Читать интересную книгу Учебник рисования - Максим Кантор

Шрифт:

-
+

Интервал:

-
+

Закладка:

Сделать
1 ... 355 356 357 358 359 360 361 362 363 ... 447

Некогда свобода была противоположна деньгам, то есть не измерялась рынком вполне, но была им угнетаема. Тем самым огромное количество человеческой энергии вырабатывалось, не участвуя в обороте капитала и помимо него. Пролетарий мог тешить себя мыслью о неотъемлемой внутренней свободе, на которую рынок не посягнет. В этой неотчуждаемой (в отличие от средств производства) внутренней свободе спала возможность пересмотра любого закона, т. е. революции. Закон (т. е. применительно к капиталистическому устройству мира — рынок) охватывает почти все — но не все. Внутренняя свобода оставалась последним продуктом натурального обмена, передаваемым непосредственно от сердца сердцу — минуя рынок. Очевидно, что в интересах Империи эту внутреннюю свободу следовало изъять из кустарного производства — и сделать предметом обмена. Развитие символического, финансового капитала эту опасную ситуацию ликвидировало: перейдя в область метафизики, рынок охватил те стороны существования, которые не были ему доступны прежде. И оказалось, такое движение рационально именно с точки зрения увеличения рыночных оборотов: наемный рабочий, обладающий гражданскими правами, получает меньше, чем его коллега, правами не обладавший, но вырабатывает больше. Выражение «деньги дают свободу» в ходу давно, требовалось сделать так, чтобы свобода производила деньги.

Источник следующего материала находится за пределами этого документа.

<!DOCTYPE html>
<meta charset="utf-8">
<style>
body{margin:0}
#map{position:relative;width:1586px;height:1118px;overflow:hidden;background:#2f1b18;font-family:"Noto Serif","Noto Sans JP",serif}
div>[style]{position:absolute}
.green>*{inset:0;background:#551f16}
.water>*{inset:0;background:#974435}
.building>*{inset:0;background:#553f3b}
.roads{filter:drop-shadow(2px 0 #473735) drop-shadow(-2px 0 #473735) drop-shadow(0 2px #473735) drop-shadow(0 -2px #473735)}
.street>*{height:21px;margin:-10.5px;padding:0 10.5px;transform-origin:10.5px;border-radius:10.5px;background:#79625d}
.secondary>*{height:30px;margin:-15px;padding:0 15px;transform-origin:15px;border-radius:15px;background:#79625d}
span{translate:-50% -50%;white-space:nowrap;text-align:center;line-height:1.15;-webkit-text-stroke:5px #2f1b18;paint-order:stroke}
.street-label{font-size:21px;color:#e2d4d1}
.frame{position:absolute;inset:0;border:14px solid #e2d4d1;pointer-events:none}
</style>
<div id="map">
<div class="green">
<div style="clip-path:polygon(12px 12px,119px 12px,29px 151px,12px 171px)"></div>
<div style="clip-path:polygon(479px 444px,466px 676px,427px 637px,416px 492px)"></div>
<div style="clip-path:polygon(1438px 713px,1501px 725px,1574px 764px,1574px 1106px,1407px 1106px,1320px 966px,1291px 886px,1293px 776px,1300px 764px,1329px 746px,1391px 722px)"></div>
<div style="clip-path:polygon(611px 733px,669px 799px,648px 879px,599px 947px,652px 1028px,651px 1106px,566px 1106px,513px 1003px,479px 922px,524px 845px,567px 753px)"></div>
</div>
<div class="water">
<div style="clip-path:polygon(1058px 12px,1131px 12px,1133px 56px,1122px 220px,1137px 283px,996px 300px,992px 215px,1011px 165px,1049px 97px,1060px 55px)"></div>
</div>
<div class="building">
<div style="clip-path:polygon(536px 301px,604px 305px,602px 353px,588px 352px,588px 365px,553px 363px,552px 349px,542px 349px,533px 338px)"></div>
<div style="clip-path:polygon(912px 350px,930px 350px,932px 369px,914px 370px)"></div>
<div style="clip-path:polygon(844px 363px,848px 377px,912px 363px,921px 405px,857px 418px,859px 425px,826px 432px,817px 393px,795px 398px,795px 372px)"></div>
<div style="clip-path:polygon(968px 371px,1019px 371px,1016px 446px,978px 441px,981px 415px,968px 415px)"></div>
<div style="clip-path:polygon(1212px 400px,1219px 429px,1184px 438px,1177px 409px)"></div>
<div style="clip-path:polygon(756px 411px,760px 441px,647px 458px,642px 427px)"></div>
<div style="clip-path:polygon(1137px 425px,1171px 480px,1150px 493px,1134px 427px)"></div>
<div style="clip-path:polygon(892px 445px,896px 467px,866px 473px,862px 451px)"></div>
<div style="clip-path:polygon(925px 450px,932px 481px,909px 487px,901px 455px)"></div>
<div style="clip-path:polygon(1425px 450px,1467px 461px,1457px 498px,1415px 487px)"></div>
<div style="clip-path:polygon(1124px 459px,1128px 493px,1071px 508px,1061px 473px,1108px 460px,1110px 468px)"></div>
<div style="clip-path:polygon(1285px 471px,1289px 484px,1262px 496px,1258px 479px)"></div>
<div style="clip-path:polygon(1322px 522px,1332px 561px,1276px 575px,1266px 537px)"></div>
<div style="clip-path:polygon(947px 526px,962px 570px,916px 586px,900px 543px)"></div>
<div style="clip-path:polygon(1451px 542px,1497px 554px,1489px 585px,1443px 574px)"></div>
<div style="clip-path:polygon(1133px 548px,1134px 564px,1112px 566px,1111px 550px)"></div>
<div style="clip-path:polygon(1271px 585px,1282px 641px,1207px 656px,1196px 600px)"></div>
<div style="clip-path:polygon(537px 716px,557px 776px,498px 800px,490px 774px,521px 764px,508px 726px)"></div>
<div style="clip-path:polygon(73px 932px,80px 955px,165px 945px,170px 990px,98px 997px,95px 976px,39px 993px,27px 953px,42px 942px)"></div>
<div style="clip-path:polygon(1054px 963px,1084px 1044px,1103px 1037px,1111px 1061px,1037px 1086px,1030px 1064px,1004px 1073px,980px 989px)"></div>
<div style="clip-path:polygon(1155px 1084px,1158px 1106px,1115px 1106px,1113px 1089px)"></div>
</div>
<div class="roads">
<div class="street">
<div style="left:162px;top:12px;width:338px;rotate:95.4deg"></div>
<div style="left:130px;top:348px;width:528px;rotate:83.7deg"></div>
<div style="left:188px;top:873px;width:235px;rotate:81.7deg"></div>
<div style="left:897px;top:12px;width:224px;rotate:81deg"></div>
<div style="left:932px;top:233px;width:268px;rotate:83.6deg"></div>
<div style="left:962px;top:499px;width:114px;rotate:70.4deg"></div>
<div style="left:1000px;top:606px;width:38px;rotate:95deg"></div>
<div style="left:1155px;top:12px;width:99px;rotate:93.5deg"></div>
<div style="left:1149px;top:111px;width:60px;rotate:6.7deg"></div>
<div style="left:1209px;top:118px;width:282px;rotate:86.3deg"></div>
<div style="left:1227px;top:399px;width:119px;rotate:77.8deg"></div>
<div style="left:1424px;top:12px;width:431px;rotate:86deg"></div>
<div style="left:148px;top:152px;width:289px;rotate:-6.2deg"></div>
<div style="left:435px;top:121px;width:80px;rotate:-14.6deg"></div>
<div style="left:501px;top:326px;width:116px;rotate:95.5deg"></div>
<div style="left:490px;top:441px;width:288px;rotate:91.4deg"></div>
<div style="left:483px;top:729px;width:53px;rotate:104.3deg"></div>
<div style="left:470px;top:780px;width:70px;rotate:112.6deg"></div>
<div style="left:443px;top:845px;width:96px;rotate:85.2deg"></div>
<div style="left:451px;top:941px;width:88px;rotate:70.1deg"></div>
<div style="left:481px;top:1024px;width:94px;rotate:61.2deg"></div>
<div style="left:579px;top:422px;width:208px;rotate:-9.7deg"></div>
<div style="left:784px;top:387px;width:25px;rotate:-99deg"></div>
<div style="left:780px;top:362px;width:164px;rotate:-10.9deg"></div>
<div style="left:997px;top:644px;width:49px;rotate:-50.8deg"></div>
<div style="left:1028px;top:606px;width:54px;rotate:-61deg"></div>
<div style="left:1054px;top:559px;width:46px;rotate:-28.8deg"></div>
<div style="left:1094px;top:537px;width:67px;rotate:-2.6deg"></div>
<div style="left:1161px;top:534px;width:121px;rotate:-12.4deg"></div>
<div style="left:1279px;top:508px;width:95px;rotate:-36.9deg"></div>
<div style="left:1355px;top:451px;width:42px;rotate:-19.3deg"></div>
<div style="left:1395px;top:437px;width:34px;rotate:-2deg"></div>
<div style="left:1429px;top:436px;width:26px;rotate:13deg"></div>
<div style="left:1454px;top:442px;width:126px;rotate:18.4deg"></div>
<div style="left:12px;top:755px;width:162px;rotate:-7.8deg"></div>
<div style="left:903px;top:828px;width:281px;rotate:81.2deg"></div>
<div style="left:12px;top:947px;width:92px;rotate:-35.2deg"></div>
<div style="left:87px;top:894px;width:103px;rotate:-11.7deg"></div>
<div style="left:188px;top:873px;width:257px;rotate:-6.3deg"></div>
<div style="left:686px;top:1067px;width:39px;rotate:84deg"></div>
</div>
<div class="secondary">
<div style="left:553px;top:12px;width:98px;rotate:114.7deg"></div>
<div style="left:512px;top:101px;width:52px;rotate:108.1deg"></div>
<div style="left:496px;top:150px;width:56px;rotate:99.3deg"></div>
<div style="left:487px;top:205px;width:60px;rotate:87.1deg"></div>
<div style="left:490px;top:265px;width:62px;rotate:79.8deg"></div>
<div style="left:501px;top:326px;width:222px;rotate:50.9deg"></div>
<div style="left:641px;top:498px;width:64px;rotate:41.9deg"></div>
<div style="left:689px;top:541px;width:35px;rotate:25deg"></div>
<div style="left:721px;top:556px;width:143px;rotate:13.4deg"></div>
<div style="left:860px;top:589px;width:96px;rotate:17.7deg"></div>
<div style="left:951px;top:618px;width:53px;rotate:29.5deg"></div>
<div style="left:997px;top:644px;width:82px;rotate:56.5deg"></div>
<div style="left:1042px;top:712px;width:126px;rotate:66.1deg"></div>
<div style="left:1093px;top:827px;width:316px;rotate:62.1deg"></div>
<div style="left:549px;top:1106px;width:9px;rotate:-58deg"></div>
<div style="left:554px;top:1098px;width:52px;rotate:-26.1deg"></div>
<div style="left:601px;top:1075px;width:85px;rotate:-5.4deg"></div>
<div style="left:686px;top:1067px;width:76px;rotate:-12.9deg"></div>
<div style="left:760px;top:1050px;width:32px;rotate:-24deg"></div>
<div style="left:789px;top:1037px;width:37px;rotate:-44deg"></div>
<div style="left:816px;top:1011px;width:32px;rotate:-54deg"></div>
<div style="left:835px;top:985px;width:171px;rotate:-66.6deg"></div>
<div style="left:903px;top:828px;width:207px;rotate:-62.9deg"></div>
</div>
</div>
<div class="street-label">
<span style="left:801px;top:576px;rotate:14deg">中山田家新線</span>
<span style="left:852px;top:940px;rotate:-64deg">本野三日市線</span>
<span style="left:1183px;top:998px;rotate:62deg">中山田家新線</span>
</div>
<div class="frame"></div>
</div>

Любопытно, как протекала борьба за права человека в странах социалистических диктатур. Те, кого именовали диссидентами, боролись не за «свободу вообще», но за комплекс буржуазных прав. Им мнилось, что именно таким набором прав пользуются свободные люди Запада. Советская власть предлагала набор свобод из социалистического арсенала, но устаревший набор в сравнение не шел с лицензионным продуктом. Писатели и художники, сделавшись обладателями искомого продукта, — не совершили ничего, кроме как вступили с этим продуктом на капиталистический рынок. Если свобода — это такое состояние, которое приводит к уникальному мировоззрению, то такой свободы не обрел никто. Если свобода — это такое состояние, при котором можешь распоряжаться своей жизнью так, как хочешь, то ее тоже никто не обрел. Однако — отождествив участие в рыночной экономике со «свободой вообще», борцы выполнили возложенную на них задачу. Они обозначили цену своей независимости — комплекс прав — и удивлялись впоследствии, что их формальных прав и свобод не хватает ни на яхты, ни на дворцы, ни на участие в серьезных делах.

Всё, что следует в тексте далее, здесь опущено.